BEGIN

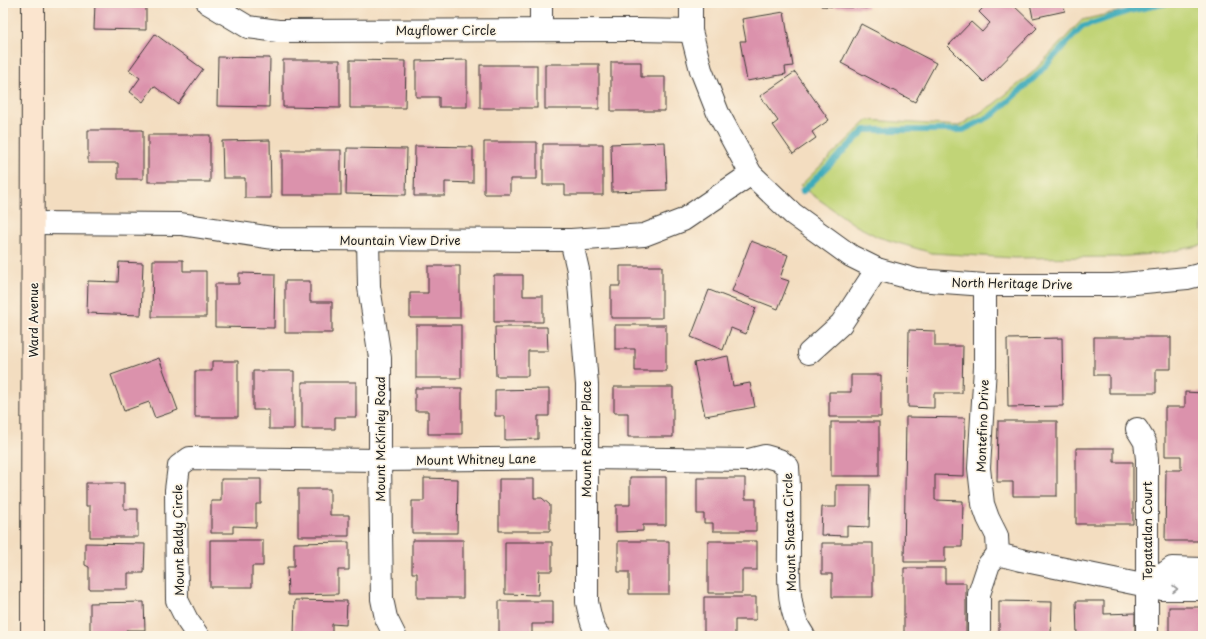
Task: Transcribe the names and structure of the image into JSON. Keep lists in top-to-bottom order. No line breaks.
{"streets":{"street":["Mayflower Circle","Mountain View Drive","North Heritage Drive","Ward Avenue","Montefino Drive","Mount McKinley Road","Mount Rainier Place","Mount Whitney Lane","Tepatatlan Court","Mount Shasta Circle","Mount Baldy Circle"]},"crossings":[["Mayflower Circle","North Heritage Drive"],["Mountain View Drive","North Heritage Drive"],["Mountain View Drive","Ward Avenue"],["Mountain View Drive","Mount McKinley Road"],["Mountain View Drive","Mount Rainier Place"],["North Heritage Drive","Montefino Drive"],["Mount McKinley Road","Mount Whitney Lane"],["Mount Rainier Place","Mount Whitney Lane"],["Mount Whitney Lane","Mount Shasta Circle"],["Mount Whitney Lane","Mount Baldy Circle"]]}
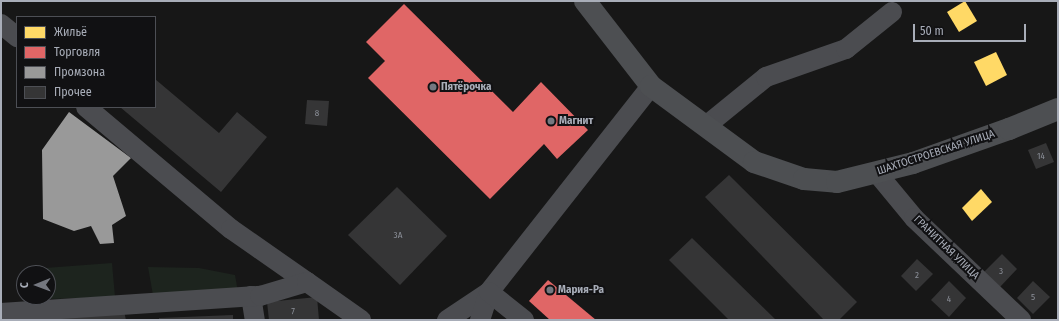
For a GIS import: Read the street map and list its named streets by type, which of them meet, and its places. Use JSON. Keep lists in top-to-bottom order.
{
  "streets": {
    "main road": ["ШАХТОСТРОЕВСКАЯ УЛИЦА"],
    "street": ["ГРАНИТНАЯ УЛИЦА"]
  },
  "crossings": [
    ["ШАХТОСТРОЕВСКАЯ УЛИЦА", "ГРАНИТНАЯ УЛИЦА"]
  ],
  "places": ["Пятёрочка", "Магнит", "Мария-Ра"],
  "house_numbers": [
    "8",
    "14",
    "3А",
    "3",
    "2",
    "5",
    "4",
    "7"
  ],
  "legend": [
    "Жильё",
    "Торговля",
    "Промзона",
    "Прочее"
  ],
  "scale_bar": "50 m",
  "north": "left"
}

END

| WHAT IS NEEDED |
Before handing back the copy, remove the pictures; otherwise print the data exactly.

| ANSWER TO THIS PROBLEM |
Task: Transcribe the names and structure of the image into JSON. Keep lists in top-to-bottom order. No line breaks.
{"streets":{"street":["Mayflower Circle","Mountain View Drive","North Heritage Drive","Ward Avenue","Montefino Drive","Mount McKinley Road","Mount Rainier Place","Mount Whitney Lane","Tepatatlan Court","Mount Shasta Circle","Mount Baldy Circle"]},"crossings":[["Mayflower Circle","North Heritage Drive"],["Mountain View Drive","North Heritage Drive"],["Mountain View Drive","Ward Avenue"],["Mountain View Drive","Mount McKinley Road"],["Mountain View Drive","Mount Rainier Place"],["North Heritage Drive","Montefino Drive"],["Mount McKinley Road","Mount Whitney Lane"],["Mount Rainier Place","Mount Whitney Lane"],["Mount Whitney Lane","Mount Shasta Circle"],["Mount Whitney Lane","Mount Baldy Circle"]]}
For a GIS import: Read the street map and list its named streets by type, which of them meet, and its places. Use JSON. Keep lists in top-to-bottom order.
{
  "streets": {
    "main road": ["ШАХТОСТРОЕВСКАЯ УЛИЦА"],
    "street": ["ГРАНИТНАЯ УЛИЦА"]
  },
  "crossings": [
    ["ШАХТОСТРОЕВСКАЯ УЛИЦА", "ГРАНИТНАЯ УЛИЦА"]
  ],
  "places": ["Пятёрочка", "Магнит", "Мария-Ра"],
  "house_numbers": [
    "8",
    "14",
    "3А",
    "3",
    "2",
    "5",
    "4",
    "7"
  ],
  "legend": [
    "Жильё",
    "Торговля",
    "Промзона",
    "Прочее"
  ],
  "scale_bar": "50 m",
  "north": "left"
}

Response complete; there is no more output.